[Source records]

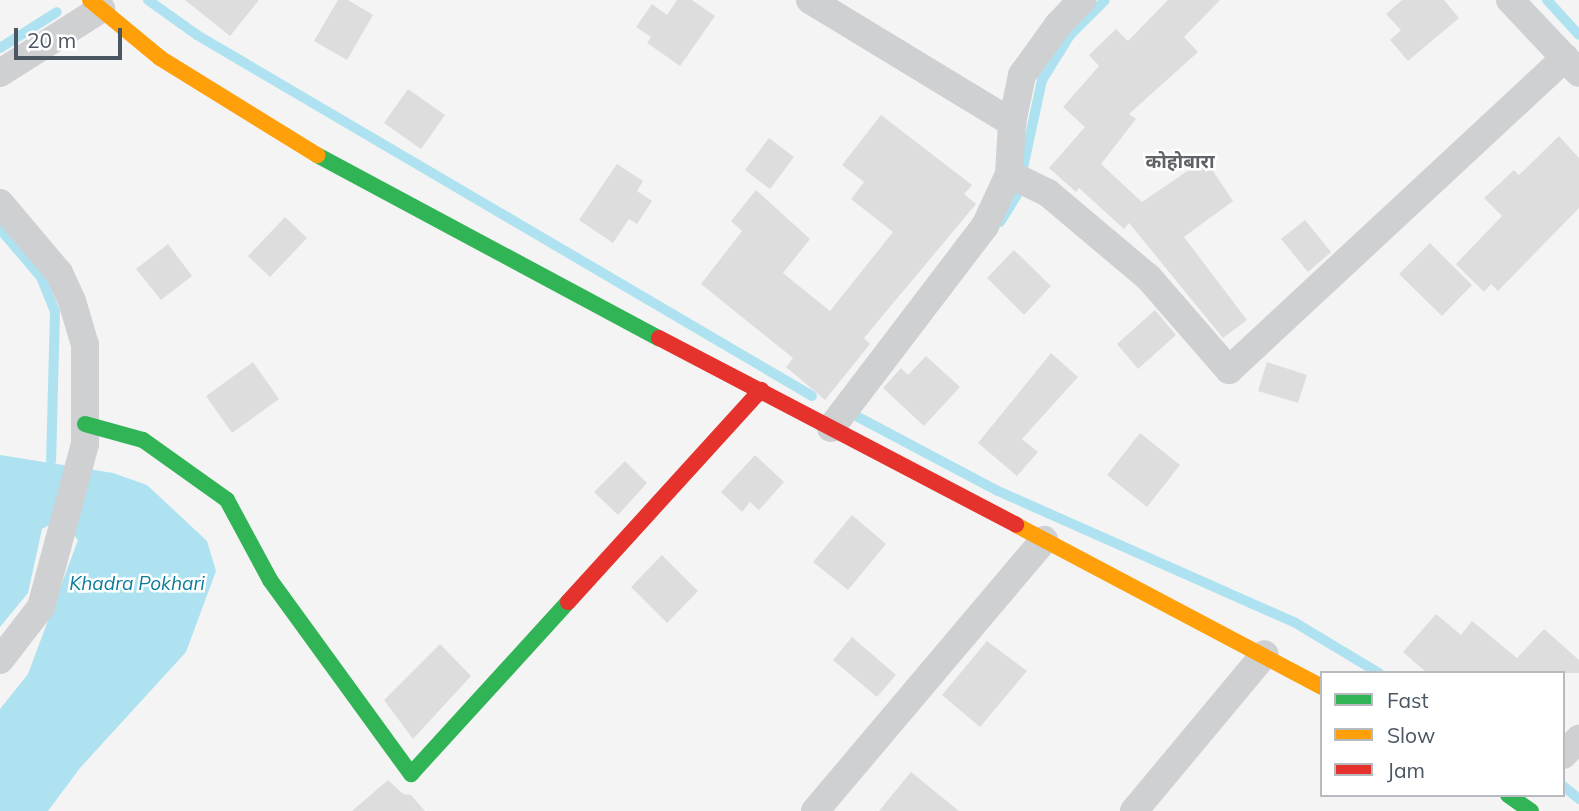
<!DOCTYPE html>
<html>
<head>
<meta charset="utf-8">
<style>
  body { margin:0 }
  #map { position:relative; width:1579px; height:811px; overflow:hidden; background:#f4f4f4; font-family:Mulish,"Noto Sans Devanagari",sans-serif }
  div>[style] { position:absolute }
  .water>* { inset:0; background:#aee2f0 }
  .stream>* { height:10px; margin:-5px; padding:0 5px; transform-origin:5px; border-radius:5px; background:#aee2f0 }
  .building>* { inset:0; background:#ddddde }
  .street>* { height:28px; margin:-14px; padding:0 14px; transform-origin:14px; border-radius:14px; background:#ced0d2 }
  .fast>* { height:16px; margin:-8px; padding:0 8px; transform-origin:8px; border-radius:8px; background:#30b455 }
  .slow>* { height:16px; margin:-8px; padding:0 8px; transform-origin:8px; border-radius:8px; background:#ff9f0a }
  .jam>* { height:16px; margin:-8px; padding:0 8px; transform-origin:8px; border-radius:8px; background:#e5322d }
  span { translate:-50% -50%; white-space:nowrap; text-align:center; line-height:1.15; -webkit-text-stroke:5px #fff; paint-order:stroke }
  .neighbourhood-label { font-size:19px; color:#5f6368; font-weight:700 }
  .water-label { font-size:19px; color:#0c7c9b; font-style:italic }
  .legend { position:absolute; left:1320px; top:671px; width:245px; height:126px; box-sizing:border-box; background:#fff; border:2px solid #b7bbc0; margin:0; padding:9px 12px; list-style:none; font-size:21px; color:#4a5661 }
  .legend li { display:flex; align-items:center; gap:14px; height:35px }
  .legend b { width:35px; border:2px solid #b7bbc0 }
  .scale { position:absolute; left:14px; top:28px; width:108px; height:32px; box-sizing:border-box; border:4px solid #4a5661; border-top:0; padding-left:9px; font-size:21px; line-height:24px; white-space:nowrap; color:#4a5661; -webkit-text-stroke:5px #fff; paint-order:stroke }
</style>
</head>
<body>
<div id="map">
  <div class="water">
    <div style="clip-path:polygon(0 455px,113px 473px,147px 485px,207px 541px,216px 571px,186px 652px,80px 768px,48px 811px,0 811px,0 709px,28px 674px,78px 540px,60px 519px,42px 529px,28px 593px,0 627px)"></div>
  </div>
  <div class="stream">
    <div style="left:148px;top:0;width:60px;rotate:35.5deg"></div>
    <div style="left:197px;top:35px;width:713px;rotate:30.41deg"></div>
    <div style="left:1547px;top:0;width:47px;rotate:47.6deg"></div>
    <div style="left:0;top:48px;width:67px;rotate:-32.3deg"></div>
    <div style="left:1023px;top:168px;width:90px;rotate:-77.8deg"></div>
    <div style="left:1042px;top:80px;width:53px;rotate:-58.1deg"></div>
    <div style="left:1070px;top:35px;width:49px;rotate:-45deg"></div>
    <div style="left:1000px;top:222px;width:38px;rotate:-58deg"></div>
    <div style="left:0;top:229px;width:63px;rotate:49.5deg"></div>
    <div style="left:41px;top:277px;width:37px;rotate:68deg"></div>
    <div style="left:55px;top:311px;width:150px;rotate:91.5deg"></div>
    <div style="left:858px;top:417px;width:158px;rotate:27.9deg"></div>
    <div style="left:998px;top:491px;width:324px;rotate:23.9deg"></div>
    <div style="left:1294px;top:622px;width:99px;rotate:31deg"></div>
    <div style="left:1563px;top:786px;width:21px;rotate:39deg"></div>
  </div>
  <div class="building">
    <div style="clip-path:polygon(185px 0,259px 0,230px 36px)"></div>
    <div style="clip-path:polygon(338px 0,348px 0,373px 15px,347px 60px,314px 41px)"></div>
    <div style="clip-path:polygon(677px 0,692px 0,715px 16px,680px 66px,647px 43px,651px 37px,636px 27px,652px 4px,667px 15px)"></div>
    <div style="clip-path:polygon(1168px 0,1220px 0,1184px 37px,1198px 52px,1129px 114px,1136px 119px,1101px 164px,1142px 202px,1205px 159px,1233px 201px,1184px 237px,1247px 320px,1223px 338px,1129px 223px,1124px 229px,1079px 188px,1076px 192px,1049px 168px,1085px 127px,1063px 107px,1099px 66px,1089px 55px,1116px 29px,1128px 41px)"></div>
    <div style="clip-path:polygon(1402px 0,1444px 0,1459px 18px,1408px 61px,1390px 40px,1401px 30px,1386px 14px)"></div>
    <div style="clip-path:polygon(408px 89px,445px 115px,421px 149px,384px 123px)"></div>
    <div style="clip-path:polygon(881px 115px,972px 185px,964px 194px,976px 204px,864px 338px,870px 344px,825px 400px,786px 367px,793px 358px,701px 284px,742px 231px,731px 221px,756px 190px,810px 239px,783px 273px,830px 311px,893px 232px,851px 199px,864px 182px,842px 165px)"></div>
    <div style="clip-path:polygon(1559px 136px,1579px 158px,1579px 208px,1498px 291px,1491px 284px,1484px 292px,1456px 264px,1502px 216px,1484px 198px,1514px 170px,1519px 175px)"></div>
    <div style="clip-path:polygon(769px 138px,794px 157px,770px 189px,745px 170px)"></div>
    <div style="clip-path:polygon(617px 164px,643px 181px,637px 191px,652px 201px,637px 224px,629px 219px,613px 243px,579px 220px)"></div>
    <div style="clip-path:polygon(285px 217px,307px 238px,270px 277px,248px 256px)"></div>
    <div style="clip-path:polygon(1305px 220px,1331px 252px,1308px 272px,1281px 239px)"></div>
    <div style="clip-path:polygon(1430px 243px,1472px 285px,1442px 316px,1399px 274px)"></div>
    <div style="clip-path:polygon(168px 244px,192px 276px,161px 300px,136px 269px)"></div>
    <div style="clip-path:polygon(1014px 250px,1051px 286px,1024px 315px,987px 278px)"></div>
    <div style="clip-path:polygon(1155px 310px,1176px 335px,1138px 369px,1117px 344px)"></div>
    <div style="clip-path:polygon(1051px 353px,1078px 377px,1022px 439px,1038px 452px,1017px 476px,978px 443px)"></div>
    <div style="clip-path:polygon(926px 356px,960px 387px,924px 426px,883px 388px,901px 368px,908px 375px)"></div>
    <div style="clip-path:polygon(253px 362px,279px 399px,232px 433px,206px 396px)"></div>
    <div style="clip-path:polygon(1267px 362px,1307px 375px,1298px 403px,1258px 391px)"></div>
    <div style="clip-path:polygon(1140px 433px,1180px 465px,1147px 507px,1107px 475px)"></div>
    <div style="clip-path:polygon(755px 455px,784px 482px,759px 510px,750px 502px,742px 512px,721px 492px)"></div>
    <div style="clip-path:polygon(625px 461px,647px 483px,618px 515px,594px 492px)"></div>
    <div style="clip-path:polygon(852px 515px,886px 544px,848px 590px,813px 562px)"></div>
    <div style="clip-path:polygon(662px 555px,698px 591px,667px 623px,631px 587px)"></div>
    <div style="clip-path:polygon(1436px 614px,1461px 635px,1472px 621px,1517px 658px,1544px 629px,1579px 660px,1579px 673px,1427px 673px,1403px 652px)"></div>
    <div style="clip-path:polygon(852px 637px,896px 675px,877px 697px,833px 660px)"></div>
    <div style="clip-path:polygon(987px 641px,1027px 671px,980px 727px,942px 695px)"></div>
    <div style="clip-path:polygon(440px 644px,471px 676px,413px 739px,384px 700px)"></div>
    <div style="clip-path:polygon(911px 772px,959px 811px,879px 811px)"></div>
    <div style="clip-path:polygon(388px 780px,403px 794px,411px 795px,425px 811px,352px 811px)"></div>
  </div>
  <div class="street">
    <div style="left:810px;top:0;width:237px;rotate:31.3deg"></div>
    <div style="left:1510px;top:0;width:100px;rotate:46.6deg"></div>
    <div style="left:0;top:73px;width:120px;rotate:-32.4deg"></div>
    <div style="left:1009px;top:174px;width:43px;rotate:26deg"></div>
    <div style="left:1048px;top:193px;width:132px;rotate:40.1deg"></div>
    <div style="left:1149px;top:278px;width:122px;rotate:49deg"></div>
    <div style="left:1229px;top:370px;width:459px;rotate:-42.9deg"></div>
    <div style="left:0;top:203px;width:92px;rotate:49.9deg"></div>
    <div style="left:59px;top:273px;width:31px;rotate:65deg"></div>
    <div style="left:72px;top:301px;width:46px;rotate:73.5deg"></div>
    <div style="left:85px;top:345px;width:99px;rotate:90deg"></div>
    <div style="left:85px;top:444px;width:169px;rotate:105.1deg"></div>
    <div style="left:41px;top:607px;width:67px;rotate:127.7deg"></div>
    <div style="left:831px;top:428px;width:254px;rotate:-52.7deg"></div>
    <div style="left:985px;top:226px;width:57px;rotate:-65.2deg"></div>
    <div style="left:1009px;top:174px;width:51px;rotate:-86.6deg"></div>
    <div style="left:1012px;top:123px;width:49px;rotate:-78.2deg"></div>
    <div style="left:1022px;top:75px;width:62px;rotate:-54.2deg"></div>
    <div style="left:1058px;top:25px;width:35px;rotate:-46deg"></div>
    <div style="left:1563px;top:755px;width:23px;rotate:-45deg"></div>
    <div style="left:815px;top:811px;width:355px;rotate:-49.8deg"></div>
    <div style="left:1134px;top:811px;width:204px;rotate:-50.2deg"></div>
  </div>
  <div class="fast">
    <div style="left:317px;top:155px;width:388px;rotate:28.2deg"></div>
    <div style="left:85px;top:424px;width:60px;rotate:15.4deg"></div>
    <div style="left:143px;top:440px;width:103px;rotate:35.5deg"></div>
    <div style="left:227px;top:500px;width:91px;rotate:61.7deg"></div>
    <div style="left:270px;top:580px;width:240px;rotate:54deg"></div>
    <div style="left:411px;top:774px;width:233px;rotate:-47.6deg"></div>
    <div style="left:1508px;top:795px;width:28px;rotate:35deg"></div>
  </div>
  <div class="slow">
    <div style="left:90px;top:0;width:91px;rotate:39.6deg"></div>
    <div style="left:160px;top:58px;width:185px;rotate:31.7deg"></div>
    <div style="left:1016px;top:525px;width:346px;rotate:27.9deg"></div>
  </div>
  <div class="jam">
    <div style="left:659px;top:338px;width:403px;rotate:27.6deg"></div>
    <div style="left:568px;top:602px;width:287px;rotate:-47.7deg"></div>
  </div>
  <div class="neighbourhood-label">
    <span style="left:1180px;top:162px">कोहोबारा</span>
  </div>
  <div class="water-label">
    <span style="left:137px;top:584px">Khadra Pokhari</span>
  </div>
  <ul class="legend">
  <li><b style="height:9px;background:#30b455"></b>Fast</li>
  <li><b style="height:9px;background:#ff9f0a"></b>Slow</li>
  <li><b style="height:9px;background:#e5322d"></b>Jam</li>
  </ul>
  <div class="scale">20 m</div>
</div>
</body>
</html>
---
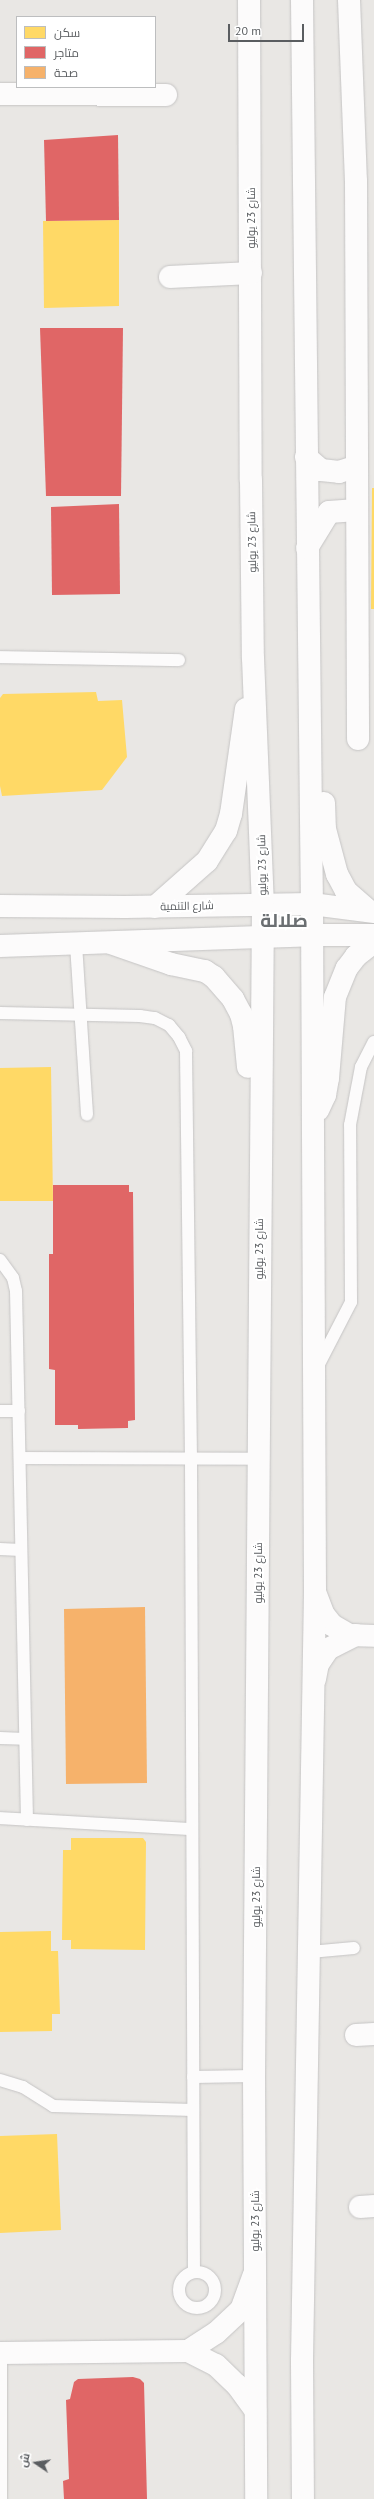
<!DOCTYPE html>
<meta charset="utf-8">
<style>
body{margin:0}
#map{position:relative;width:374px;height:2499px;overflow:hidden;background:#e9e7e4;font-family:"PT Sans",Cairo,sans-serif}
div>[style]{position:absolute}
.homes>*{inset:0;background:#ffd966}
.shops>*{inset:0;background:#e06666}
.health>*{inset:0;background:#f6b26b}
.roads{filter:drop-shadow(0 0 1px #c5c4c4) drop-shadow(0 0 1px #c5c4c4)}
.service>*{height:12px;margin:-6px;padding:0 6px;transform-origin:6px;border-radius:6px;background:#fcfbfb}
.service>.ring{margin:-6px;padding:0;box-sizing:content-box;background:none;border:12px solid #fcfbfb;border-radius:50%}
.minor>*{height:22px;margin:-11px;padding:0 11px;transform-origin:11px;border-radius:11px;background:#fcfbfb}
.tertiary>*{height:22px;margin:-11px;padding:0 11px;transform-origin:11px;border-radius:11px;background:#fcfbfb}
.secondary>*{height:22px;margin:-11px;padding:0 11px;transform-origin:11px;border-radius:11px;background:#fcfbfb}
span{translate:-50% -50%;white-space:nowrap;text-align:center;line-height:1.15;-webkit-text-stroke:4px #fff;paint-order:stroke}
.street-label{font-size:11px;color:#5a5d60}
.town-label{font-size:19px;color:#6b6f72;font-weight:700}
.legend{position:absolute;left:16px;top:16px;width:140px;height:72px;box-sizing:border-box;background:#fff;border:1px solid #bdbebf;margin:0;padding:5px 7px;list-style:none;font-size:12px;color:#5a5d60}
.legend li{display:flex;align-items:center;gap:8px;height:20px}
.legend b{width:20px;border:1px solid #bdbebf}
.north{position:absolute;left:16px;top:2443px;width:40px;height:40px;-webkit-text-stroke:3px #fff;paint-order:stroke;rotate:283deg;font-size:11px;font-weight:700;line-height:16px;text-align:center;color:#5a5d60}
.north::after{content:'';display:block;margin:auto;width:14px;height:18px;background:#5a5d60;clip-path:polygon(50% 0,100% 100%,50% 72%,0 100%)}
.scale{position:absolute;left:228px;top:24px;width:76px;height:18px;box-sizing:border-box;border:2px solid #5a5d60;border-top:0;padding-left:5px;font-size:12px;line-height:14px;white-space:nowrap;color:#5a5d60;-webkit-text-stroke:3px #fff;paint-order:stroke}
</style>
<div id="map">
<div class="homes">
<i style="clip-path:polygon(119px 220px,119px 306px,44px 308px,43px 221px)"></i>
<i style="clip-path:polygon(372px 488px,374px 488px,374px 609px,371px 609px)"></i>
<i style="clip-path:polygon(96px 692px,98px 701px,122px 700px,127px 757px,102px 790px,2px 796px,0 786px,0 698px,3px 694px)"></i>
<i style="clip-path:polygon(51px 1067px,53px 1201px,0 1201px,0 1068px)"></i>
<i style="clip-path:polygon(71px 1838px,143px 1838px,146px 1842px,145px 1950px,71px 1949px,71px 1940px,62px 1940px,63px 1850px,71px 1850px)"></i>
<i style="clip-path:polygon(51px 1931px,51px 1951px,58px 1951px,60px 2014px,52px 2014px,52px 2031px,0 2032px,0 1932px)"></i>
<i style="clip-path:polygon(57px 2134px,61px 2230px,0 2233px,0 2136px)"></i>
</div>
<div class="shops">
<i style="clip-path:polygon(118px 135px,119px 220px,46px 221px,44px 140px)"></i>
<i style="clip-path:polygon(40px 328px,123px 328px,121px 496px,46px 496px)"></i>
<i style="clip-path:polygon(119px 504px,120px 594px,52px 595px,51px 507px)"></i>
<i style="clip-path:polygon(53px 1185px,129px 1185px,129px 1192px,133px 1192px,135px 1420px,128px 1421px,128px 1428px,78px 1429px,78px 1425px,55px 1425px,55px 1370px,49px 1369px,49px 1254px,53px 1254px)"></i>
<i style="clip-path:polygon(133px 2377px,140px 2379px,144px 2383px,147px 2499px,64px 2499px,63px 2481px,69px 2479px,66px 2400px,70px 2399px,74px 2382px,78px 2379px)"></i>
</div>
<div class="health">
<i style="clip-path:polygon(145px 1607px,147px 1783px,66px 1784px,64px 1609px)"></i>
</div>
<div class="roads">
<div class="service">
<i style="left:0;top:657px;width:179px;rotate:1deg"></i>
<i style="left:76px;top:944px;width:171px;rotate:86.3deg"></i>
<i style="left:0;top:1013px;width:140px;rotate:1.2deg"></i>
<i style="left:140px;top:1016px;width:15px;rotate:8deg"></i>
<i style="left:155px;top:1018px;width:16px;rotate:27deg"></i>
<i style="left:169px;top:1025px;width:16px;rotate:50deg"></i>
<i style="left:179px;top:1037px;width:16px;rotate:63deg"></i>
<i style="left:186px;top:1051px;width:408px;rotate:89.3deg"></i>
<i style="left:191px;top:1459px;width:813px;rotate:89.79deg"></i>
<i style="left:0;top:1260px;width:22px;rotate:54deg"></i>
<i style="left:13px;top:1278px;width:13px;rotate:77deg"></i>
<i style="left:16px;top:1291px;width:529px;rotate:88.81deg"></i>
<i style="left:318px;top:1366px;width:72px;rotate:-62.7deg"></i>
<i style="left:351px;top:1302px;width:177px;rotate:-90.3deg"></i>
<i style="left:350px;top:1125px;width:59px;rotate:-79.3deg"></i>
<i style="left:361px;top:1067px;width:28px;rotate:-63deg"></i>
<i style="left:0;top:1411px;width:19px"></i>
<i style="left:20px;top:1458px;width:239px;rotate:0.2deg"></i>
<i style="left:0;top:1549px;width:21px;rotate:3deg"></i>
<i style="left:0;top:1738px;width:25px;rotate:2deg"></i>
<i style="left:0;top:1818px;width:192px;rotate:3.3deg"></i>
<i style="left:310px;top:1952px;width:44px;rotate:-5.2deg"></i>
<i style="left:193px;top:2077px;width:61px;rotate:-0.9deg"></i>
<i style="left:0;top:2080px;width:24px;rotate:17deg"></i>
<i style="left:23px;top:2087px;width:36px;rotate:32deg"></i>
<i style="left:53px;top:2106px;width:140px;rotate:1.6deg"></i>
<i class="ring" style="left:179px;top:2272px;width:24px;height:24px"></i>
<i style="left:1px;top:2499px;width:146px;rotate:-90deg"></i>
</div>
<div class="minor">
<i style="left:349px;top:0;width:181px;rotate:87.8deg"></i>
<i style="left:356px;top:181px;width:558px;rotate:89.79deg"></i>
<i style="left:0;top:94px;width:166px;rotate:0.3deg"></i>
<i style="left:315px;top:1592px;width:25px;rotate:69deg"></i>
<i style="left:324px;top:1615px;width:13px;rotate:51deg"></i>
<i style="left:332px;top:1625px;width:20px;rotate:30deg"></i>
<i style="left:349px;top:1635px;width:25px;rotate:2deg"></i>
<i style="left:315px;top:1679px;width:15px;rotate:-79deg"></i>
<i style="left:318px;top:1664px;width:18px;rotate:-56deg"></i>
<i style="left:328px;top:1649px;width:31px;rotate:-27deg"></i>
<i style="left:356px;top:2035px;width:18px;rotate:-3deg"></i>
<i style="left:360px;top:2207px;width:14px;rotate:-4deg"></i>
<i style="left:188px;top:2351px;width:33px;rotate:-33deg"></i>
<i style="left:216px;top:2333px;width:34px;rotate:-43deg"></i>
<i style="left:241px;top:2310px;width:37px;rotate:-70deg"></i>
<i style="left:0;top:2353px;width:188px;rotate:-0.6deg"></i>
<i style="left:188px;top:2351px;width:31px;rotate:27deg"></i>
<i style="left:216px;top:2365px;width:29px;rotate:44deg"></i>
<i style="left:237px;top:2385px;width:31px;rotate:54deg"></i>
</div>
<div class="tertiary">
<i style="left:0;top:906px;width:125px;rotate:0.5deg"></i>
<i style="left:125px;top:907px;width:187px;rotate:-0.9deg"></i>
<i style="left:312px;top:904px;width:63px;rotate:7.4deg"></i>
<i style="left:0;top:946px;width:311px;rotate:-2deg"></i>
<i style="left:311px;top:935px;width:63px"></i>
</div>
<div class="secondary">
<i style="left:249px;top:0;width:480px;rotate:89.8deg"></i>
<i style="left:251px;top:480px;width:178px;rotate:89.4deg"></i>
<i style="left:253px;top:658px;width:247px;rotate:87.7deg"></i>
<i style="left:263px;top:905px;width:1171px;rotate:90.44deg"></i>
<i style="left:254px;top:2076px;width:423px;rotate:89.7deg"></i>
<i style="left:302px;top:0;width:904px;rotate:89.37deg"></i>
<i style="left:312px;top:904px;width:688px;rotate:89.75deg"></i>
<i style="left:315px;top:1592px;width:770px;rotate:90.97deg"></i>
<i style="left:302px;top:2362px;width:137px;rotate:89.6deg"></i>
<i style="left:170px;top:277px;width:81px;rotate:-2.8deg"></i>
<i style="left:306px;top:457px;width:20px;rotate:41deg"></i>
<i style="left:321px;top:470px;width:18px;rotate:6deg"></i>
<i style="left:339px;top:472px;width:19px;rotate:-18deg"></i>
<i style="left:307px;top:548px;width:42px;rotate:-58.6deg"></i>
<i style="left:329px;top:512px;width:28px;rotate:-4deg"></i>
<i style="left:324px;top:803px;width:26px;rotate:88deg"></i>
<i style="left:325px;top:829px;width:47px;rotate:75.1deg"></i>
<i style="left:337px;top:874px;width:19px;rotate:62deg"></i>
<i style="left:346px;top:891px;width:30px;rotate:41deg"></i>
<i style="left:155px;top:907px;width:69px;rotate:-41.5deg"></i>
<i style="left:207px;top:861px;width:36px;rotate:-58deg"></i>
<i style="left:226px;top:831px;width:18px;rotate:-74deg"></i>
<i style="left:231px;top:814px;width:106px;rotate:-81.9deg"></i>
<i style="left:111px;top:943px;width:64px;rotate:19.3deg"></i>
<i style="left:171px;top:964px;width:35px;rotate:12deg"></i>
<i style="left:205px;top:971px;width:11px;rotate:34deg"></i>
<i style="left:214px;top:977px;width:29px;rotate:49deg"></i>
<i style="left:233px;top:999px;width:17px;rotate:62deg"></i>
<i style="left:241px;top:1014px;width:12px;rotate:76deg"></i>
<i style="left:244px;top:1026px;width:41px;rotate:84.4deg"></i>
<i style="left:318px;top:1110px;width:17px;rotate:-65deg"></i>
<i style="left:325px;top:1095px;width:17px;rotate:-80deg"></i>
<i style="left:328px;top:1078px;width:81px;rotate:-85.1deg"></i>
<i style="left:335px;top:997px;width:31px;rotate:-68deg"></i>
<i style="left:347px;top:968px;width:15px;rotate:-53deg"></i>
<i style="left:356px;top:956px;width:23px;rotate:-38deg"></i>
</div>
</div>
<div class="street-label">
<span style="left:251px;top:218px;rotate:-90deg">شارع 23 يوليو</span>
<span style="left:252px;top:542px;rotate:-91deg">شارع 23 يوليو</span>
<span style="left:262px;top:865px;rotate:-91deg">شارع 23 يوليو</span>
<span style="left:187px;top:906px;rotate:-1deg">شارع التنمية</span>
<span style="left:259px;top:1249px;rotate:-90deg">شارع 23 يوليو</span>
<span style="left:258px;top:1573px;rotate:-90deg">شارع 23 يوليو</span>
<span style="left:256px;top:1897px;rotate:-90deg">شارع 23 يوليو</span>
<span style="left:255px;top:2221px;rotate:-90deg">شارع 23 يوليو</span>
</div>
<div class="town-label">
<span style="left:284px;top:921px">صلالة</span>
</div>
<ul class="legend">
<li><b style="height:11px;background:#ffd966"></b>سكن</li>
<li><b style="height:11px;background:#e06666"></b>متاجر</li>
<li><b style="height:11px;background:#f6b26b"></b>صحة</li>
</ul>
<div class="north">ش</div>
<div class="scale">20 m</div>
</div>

• _PROBLEM DETAILS_:
Gather from the data above every line with the string "body".

• _ANSWER TO THIS TASK_:
  body { margin:0 }
<body>
</body>
body{margin:0}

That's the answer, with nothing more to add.